Baba was an immediate success when she came out. Acclaimed as the prettiest debutante of the 1922 season and “the most beautiful brunette in London,” from the first she was noted for her chic and an individual style that led rather than followed fashion. Where the vogue was for hair cut short and waved at the sides with the rest tied up in a small bun at the back, Baba enhanced the proportions of her oval face with long hair drawn back and knotted in a loose bun on the nape of her neck. Instead of the long, loose dresses that embraced the new freedom, her silhouette was crisp and exquisite. “Lady Alexandra, in dark blue, emphasised the attractions of the perfectly tailored suit,” recorded
The Lady
, and when she began to wear dresses of soft, peppermint-green chiffon that fitted close to her slim figure yet floated as if in a breeze, it was a fashion quickly copied.
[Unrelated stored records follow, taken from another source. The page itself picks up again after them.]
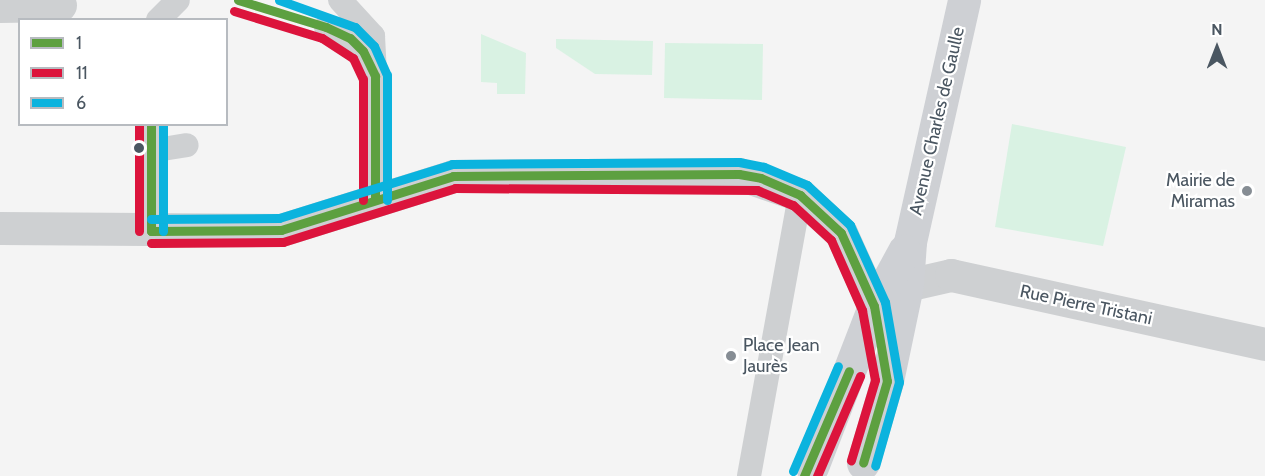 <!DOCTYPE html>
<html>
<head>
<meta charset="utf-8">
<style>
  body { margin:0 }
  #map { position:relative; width:1265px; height:476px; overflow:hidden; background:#f4f4f4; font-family:Cabin,sans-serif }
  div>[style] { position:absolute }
  .green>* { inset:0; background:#d9f2e3 }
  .lane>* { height:24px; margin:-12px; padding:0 12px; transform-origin:12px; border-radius:12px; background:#ced0d2 }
  .street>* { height:33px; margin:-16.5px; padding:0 16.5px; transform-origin:16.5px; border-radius:16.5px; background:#ced0d2 }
  .secondary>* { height:33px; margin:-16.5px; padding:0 16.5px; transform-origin:16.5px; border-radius:16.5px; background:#ced0d4 }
  .bus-1>* { height:9px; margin:-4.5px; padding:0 4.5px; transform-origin:4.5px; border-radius:4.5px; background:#5da040 }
  .bus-2>* { height:9px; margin:-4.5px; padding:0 4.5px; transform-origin:4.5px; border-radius:4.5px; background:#dc143c }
  .bus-3>* { height:9px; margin:-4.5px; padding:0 4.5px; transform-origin:4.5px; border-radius:4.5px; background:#0bb3de }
  .dots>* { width:16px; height:16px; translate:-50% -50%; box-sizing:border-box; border:3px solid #fff; border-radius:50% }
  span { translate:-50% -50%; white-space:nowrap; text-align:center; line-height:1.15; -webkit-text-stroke:4.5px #fff; paint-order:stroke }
  .street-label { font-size:18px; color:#4a5661 }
  .poi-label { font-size:18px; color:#4a5661 }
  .right { translate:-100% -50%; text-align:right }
  .left { translate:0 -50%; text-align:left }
  .legend { position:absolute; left:18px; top:18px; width:210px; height:108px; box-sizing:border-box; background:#fff; border:2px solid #b7bbc0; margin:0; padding:8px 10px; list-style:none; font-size:18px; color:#4a5661 }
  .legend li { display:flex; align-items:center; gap:12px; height:30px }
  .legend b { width:30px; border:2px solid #b7bbc0 }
  .north { position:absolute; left:1187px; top:18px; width:60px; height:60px; -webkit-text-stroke:4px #fff; paint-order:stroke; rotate:0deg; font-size:16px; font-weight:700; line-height:24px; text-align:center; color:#4a5661 }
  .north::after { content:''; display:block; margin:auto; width:21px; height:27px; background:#4a5661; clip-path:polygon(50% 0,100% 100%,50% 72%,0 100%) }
</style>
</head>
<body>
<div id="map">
  <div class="green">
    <div style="clip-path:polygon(481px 34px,526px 53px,525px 94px,497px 94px,497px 83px,481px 82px)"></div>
    <div style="clip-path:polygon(556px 39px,653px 41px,652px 75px,595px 74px,556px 48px)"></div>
    <div style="clip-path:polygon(665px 43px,763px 44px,762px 100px,664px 98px)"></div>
    <div style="clip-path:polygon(1012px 124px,1126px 147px,1103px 246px,995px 227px)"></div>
  </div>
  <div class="lane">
    <div style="left:340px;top:0;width:49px;rotate:47.5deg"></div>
    <div style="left:373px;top:36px;width:34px;rotate:87deg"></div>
    <div style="left:158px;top:20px;width:28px;rotate:-45deg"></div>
    <div style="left:326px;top:27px;width:26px;rotate:25deg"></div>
    <div style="left:350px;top:38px;width:18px;rotate:45deg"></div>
    <div style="left:363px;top:51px;width:28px;rotate:64deg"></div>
    <div style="left:375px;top:76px;width:124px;rotate:90deg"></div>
    <div style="left:151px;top:124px;width:107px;rotate:90deg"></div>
    <div style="left:150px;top:151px;width:37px;rotate:-9deg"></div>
    <div style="left:749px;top:476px;width:286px;rotate:-79.7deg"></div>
  </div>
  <div class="street">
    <div style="left:0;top:6px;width:60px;rotate:-1deg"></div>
    <div style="left:0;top:228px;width:281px;rotate:0.4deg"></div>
    <div style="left:281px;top:230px;width:180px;rotate:-17.4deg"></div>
    <div style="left:453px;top:176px;width:286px;rotate:-0.4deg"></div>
    <div style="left:739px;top:174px;width:65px;rotate:19deg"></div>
    <div style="left:800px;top:195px;width:56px;rotate:42.8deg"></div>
    <div style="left:841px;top:233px;width:80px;rotate:65.7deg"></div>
    <div style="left:874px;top:306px;width:24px;rotate:81deg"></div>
    <div style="left:907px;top:285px;width:45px;rotate:-12.8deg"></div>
    <div style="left:951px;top:275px;width:321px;rotate:12.4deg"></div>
  </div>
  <div class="secondary">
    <div style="left:863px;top:463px;width:85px;rotate:-73.7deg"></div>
    <div style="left:887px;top:381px;width:98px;rotate:-78.2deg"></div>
    <div style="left:907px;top:285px;width:43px;rotate:-86deg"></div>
    <div style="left:910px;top:242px;width:248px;rotate:-77.4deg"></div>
    <div style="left:812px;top:467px;width:173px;rotate:-68.9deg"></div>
    <div style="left:874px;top:306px;width:63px;rotate:-61.4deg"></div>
  </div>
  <div class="bus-1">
    <div style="left:238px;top:0;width:92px;rotate:17.1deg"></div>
    <div style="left:326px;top:27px;width:26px;rotate:25deg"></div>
    <div style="left:350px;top:38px;width:18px;rotate:45deg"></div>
    <div style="left:363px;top:51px;width:28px;rotate:64deg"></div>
    <div style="left:375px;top:76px;width:124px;rotate:90deg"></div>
    <div style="left:151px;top:124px;width:107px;rotate:90deg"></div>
    <div style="left:151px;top:231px;width:130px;rotate:-0.4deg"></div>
    <div style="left:281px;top:230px;width:180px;rotate:-17.4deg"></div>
    <div style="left:453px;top:176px;width:286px;rotate:-0.4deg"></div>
    <div style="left:739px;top:174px;width:22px;rotate:10deg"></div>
    <div style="left:761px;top:178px;width:43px;rotate:23.6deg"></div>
    <div style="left:800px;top:195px;width:56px;rotate:42.8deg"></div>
    <div style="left:841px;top:233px;width:80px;rotate:65.7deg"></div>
    <div style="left:874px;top:306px;width:76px;rotate:80.2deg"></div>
    <div style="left:887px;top:381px;width:85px;rotate:106.3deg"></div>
    <div style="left:804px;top:476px;width:114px;rotate:-66.8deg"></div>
  </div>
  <div class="bus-2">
    <div style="left:234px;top:11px;width:92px;rotate:17.1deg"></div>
    <div style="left:322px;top:38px;width:37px;rotate:33deg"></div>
    <div style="left:353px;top:58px;width:23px;rotate:65deg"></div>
    <div style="left:363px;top:79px;width:121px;rotate:90deg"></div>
    <div style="left:139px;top:124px;width:107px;rotate:90deg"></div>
    <div style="left:151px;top:243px;width:132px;rotate:-0.4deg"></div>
    <div style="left:283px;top:242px;width:180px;rotate:-17.4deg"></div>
    <div style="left:455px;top:188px;width:302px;rotate:0.4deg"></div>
    <div style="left:757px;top:190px;width:39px;rotate:23deg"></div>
    <div style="left:793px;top:205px;width:52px;rotate:42.6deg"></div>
    <div style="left:831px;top:240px;width:77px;rotate:66.1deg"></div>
    <div style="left:862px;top:310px;width:71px;rotate:79.5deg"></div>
    <div style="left:875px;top:380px;width:84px;rotate:106.7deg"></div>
    <div style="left:817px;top:476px;width:109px;rotate:-66.7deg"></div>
  </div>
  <div class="bus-3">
    <div style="left:279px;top:0;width:81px;rotate:19.6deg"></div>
    <div style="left:355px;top:27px;width:27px;rotate:45deg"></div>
    <div style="left:374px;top:46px;width:32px;rotate:66deg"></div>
    <div style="left:387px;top:75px;width:125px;rotate:90deg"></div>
    <div style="left:163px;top:124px;width:107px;rotate:90deg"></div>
    <div style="left:151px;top:219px;width:128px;rotate:-0.4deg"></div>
    <div style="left:279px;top:218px;width:181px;rotate:-17.3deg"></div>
    <div style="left:452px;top:164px;width:287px;rotate:-0.4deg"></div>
    <div style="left:739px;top:162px;width:25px;rotate:11deg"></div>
    <div style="left:764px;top:167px;width:47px;rotate:22.7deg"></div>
    <div style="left:807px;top:185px;width:59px;rotate:42.9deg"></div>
    <div style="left:850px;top:225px;width:85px;rotate:65.6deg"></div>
    <div style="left:885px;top:302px;width:81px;rotate:80.1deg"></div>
    <div style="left:899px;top:382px;width:87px;rotate:105.9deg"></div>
    <div style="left:793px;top:471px;width:114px;rotate:-66.8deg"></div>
  </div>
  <div class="dots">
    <div style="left:139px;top:148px;background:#4a5661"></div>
    <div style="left:1247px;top:191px;background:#868d94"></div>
    <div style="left:731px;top:356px;background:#868d94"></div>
  </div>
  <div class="street-label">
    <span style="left:937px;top:121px;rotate:-77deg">Avenue Charles de Gaulle</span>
    <span style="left:1086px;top:305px;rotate:12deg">Rue Pierre Tristani</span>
  </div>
  <div class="poi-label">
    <span class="right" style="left:1235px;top:191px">Mairie de<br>Miramas</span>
    <span class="left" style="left:743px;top:356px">Place Jean<br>Jaurès</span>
  </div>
  <ul class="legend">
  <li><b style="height:8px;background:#5da040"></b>1</li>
  <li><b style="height:8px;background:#dc143c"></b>11</li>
  <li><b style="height:8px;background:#0bb3de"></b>6</li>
  </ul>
  <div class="north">N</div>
</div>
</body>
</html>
It was also observed that the royal princes greatly admired this new young beauty. The Prince of Wales, several years older and deeply in love with Mrs. Dudley Ward, the pretty wife of a Liberal MP, thought of her affectionately as a glamorous golfing or dancing partner for his youngest brother, Prince George. Another link was her friendship with Lady Elizabeth Bowes-Lyon, the beloved of the Duke of York.

Prince George soon became deeply smitten, sending her little notes and presents from the palace (“Baba dear, here is the bag I promised but you'll probably think it is
too
awful. If so let me know and I'll try and get another”). Baba taught him to drive in her little two-seater—for a young man to take a girl “motoring” was a favorite courtship ploy in those days when cars were still comparatively new, roads were empty, narrow and twisting, and most people were driven by their chauffeurs. With no driver's licenses, learning to drive was considered the work of an afternoon, and the tutoring took place on the way back from a morning's golf at Swinley.

“I did so enjoy Saturday and we did have fun even tho' your poor nerves must have been terribly shaken from my driving,” wrote Prince George on his return to HMS
Excellent
in Portsmouth. Both of them had been startled, as they stood up to change seats on arriving at the main road, to see a Daimler pass with the stately figure of Queen Mary in the back—the prince was already overdue at Osborne House on the Isle of Wight. “We must have some more golf and I hope so much to see you again soon and you are so sweet to me. Please don't forget the wee photie, will you? . . . I'll write again soon. Much love. G.”